David Green, Ron Herron, Living Pod | 1966
Gravure Piranesi | 1756

« Si ces Prisons longtemps relativement négligées attirent comme elles le font l'attention du public moderne, ce n'est peut-être pas seulement, comme l'a écrit Aldous Huxley, parce que ce chef-d'oeuvre de contrepoint architectural préfigure certaines conceptions de l'art abstrait, c'est surtout parce que ce monde factice, et pourtant sinistrement réel, claustrophobique, et pourtant mégalomane, n'est pas sans nous rappeler celui où l'humanité moderne s'enferme chaque jour davantage, et dont nous commençons à reconnaître les mortels dangers. »

Marguerite Yourcenar
Le cerveau noir de Piranèse
1959

Nulle trace de cellules dans les Prisons de l'architecte, graveur, Giovanni Battista Piranesi, mais un espace qui nous rappelle l'inhumanité moderne pour Yourcenar, ou un espace infini qui « représente celui de l'existence humaine », selon Manfredo Tafuri. Nées et ignorées [I] au siècle des Lumières, Tafuri estime que ces Prisons expriment les contradictions et l'angoisse de la culture bourgeoise [II], qu'elle tente de compenser par un mécanisme idéologique capable de les réduire provisoirement, et de combler l'abîme entre ses propres impératifs moraux et l'univers de la Nécessité. Selon Tafuri "la phénoménologie de l'angoisse bourgeoise se situe entièrement dans la libre contemplation du destin", et ajoute-t-il, ce besoin de compensation idéologique a cessé peu à peu d'être fonctionnel. 

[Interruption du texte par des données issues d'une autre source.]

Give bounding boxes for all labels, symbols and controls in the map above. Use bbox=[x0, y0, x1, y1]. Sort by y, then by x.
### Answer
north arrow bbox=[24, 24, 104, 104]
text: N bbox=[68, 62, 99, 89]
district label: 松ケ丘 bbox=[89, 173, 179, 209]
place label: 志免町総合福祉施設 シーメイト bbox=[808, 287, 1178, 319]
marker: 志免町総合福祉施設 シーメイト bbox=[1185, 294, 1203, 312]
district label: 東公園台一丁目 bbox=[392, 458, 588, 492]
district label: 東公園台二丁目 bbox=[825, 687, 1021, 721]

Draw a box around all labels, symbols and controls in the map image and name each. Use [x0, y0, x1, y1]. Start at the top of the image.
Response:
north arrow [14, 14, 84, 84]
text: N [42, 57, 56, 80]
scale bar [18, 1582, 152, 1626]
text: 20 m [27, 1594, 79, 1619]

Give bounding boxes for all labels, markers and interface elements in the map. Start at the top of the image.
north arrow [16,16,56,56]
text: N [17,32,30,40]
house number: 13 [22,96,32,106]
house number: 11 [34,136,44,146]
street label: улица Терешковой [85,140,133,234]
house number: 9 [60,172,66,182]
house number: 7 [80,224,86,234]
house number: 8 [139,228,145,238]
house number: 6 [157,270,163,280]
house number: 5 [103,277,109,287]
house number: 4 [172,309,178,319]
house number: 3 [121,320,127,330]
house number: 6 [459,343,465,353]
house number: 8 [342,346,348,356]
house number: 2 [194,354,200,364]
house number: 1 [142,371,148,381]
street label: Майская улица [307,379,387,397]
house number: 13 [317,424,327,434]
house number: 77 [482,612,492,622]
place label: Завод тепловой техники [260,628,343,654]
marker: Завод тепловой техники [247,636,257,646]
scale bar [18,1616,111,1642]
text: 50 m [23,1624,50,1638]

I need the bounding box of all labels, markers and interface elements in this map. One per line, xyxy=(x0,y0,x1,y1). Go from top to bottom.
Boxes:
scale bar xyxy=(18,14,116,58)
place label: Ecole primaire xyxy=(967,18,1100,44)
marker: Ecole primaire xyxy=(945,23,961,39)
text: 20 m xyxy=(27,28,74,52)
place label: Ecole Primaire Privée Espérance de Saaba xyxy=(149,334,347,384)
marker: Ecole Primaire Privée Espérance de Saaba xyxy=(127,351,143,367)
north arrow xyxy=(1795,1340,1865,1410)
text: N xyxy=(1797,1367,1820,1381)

Ainsi, la formation intellectuelle de l'architecte "éclairé" comme idéologue et thérapeute du "social", plus que de la forme, dont l'apogée se situe à l'époque de la République de Weimar et de Le Corbusier, héritier des Lumières, prend fin avec la post-modernité.  Il était dès lors logique que les Prisons infernales et autres gravures de Piranesi resurgissent au sein des courants post-modernes de l'intelligentsia architecturale mondialisée, mais au contraire des siècles précédents, pour sinon justifier, mais exalter, sublimer, exacerber les chaos du monde d'aujourd'hui, et approuver - avec cynisme, hypocrisie, ferveur ou silencieusement  - l'oeuvre destructrice d'un nouvel âge du capitalisme, auquel il ne serait question de résister, et d'opposer une quelconque alternative.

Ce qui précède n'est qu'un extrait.